The doctor appeared & he took us both into a small room, he was accompanied by a nurse. The doctor did introduce himself but I was waiting for the reason for the meeting so my mind did not take it in, although he came across as very friendly & compassionate.

He started out by asking if we were aware that 1 in 5 did not walk out of ICU. I said ''do you mean that she now has a 50:50 chance as its two visits in 10 days''. The doctor did not commit himself but I got the impression that I was near the mark. He said that the previous evening Sylvia developed severe breathing problems & it was thought that ICU was the only place for her. The main problem was her Empyema. Her chest infection was a major concern and would take a long time to resolve. The doctor went on to say that Sylvia had been sedated again but only lightly & was definitely aware of those around her. The reason for the sedation was to get a lot of antibiotics into her quickly & also to keep her oxygen levels up.
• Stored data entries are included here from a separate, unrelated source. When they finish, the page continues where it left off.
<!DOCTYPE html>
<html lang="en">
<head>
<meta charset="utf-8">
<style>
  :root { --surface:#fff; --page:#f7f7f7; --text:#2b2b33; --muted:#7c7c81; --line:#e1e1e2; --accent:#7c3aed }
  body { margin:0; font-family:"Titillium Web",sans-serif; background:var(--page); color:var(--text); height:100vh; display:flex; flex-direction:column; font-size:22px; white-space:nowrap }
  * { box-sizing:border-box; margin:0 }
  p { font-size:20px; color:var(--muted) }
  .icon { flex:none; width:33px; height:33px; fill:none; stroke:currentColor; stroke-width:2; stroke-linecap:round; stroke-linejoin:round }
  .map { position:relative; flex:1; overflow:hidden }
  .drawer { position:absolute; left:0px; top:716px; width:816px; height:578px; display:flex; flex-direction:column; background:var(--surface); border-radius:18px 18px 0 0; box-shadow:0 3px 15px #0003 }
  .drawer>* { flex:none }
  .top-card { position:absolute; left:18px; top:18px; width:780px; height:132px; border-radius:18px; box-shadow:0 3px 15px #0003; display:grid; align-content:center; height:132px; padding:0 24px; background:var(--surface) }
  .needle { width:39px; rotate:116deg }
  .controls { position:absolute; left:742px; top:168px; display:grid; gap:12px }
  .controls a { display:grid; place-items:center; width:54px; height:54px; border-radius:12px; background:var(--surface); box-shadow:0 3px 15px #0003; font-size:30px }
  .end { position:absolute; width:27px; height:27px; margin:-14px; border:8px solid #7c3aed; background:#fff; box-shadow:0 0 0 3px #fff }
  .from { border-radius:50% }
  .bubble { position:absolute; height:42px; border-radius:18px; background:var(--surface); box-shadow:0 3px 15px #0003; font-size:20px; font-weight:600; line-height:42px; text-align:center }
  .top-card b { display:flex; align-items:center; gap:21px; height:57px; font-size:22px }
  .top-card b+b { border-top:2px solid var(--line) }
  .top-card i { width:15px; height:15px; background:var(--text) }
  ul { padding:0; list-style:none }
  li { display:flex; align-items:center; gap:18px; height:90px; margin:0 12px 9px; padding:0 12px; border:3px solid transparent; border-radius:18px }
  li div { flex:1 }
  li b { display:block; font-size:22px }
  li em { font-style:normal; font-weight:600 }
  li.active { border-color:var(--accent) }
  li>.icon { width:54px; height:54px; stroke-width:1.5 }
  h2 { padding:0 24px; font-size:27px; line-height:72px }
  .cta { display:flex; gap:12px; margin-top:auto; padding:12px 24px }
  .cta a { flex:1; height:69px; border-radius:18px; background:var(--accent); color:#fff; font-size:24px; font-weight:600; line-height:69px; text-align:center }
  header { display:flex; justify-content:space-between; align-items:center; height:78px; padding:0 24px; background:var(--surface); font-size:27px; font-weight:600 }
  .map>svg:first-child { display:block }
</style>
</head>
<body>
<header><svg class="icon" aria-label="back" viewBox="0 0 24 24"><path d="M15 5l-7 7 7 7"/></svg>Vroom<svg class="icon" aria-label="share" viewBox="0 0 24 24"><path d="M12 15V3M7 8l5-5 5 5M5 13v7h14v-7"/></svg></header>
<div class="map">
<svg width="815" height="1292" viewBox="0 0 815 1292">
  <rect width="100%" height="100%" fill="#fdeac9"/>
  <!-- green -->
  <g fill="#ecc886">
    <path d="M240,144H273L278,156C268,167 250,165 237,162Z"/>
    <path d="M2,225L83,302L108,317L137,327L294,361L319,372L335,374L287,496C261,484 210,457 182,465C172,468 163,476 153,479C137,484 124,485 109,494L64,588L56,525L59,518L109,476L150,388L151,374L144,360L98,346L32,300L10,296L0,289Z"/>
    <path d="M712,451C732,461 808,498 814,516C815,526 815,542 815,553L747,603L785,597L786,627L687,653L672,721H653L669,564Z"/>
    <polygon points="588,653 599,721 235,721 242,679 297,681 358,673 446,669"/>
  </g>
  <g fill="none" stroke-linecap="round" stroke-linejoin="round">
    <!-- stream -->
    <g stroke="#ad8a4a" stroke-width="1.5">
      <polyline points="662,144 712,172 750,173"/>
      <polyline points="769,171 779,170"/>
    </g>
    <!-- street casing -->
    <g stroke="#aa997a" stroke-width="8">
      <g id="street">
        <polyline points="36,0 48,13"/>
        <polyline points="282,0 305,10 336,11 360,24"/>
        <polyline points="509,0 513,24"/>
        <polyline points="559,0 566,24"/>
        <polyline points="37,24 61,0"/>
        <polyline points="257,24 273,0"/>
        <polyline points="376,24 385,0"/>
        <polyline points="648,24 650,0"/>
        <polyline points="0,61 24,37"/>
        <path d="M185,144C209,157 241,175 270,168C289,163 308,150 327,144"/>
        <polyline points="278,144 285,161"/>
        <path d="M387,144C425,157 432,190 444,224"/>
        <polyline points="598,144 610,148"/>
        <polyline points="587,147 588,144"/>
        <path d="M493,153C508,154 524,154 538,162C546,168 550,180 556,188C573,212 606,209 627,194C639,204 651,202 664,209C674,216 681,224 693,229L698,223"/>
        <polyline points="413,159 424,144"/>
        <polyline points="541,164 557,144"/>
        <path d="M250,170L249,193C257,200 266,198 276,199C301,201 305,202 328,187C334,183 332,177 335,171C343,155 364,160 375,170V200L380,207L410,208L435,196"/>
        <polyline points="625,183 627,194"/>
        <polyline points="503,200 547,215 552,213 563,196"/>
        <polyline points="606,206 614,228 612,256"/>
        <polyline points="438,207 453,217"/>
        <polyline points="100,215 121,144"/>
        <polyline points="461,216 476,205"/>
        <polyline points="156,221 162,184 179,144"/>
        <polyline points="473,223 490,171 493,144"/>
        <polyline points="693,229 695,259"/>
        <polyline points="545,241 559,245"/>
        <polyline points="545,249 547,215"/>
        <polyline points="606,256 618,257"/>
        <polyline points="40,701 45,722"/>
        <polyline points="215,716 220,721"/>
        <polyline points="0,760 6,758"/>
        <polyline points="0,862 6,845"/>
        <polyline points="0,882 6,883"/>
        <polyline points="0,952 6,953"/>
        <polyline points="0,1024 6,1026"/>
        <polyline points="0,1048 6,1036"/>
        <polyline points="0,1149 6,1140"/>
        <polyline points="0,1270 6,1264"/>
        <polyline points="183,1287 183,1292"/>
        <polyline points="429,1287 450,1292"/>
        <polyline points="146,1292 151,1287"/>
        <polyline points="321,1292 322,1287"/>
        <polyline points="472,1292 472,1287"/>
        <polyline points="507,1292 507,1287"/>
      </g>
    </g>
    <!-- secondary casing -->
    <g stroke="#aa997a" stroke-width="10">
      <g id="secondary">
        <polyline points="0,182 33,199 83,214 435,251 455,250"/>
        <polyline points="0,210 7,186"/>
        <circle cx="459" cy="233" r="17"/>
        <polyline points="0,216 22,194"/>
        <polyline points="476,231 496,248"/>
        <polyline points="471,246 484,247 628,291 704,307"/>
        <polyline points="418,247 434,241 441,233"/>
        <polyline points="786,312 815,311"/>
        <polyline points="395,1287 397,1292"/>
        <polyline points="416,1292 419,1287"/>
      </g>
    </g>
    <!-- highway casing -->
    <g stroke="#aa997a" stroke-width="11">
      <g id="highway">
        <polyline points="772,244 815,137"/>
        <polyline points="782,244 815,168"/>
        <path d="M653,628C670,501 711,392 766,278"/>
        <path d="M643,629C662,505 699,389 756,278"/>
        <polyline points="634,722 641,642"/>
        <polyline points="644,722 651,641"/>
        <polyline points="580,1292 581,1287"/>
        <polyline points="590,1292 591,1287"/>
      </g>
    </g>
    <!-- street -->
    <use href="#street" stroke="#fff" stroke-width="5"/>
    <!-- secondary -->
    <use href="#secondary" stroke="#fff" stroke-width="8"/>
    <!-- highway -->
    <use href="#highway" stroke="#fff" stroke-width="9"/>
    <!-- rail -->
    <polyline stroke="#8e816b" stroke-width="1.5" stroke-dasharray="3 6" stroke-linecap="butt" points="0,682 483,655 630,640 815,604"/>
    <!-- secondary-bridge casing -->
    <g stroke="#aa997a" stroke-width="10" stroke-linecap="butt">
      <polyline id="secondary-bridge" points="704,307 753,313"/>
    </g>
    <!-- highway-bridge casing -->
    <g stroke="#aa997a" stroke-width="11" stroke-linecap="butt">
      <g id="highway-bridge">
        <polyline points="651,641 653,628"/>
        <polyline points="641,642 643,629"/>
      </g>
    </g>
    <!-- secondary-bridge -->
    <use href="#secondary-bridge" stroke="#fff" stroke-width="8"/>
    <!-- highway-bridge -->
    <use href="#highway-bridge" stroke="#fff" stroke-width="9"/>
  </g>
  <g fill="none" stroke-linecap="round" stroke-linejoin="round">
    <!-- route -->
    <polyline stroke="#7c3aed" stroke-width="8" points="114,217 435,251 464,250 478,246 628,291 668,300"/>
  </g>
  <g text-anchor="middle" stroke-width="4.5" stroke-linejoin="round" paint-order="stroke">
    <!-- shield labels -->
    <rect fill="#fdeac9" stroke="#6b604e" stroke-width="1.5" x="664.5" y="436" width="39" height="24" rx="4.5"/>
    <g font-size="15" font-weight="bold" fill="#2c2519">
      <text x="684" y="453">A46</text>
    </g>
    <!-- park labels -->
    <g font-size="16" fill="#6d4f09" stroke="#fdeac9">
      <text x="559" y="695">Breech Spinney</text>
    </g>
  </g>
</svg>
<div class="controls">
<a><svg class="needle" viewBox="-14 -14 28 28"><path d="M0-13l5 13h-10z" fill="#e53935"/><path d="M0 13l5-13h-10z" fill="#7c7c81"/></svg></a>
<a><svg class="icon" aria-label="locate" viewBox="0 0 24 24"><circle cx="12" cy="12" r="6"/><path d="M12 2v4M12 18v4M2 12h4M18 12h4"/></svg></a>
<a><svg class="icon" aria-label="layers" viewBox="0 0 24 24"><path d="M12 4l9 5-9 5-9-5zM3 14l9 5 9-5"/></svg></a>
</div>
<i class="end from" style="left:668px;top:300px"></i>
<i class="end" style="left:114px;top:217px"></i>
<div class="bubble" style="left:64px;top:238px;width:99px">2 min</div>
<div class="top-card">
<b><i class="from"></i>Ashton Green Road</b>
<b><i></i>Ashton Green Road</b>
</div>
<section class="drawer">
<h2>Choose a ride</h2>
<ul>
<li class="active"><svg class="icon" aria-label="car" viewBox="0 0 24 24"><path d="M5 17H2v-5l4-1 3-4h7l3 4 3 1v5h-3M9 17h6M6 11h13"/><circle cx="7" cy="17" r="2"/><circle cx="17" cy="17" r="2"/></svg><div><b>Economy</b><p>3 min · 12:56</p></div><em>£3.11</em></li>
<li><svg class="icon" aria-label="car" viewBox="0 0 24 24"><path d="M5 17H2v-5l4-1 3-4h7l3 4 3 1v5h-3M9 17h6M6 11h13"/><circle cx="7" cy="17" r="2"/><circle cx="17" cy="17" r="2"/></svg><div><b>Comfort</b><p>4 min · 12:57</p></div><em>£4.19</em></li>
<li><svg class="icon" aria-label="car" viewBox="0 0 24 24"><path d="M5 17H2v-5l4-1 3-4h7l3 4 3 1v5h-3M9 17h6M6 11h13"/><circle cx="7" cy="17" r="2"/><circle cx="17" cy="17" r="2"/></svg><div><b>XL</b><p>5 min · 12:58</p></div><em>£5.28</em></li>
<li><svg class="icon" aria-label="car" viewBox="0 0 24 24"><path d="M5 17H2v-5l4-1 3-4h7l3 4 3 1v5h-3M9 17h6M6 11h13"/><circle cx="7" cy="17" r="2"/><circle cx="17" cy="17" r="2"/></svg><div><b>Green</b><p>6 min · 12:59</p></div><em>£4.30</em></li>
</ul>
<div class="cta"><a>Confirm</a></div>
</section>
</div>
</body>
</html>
We thanked the doctor and went in to see her. I thought on entering the room, thank god! She is the the green cubicle. My daughter & I sat on her left side holding her hands. She was sufficiently aware that she tried to open her eyes to see us but the sedation would overcome her & she would stop for a few minutes. She then would try again to open her eyes but she never actually succeeded.

Th following day when I visited I went into the ICU ward & could not see Sylvia in the cubicle opposite. A nurse said ''Sylvia is up in the corner'', I looked & thought to myself, ''Oh no! She is in the Pink apron zone''. I do not look good in pink. Sylvia was aware and generally free of tubes into her mouth. We were able to converse & I would go through her story again. She still does not remember any of the events leading up to her being in hospital. After several days in ICU and two days in HDU she was moved to James ward and almost immediately moved to Baird ward. She stayed there for about two weeks.

She would complain on every day that she did not feel ill & when was she going home. On several days I would be allowed to take her out in her wheelchair to the Hospital entrance which felt to her like 'Freedom'

Sylvia went in on the 23rd April 2012 & left on the 24th May 2012.

I would like to express my heartfelt thanks to the Staff of the ICU for giving my wife back to me.

1 Reply

Hi Ken, thanks for sharing your view. I hope Slyvia finds this useful to look back on. I would like my relatives to do the same for me. I have photos and videos but they don't capture their feelings and they are all just relieved to see me out of hospital. Some say look forward, not back but I 'like' to, to make some sense of it all. Not just selfishly but for others too - my mum has had her longest manic/bi-polar episode since and because I was ill. How is Slyvia now? I met former ICU survivors two months after my discharge last year and was told this may hit me in three ones from discharge. And it did! PTSD, depression, alcohol dependency and not bonding with the baby I apparently gave birth to. BUT time and medication - counselling not for me - has brought me on leaps and bounds. I want to talk about it every day but don't. Who will listen, really listen? Bless the NHS and their wonderful work. All the best for you, Sylvia and your girls - I hope she can put this harrowing experience behind her.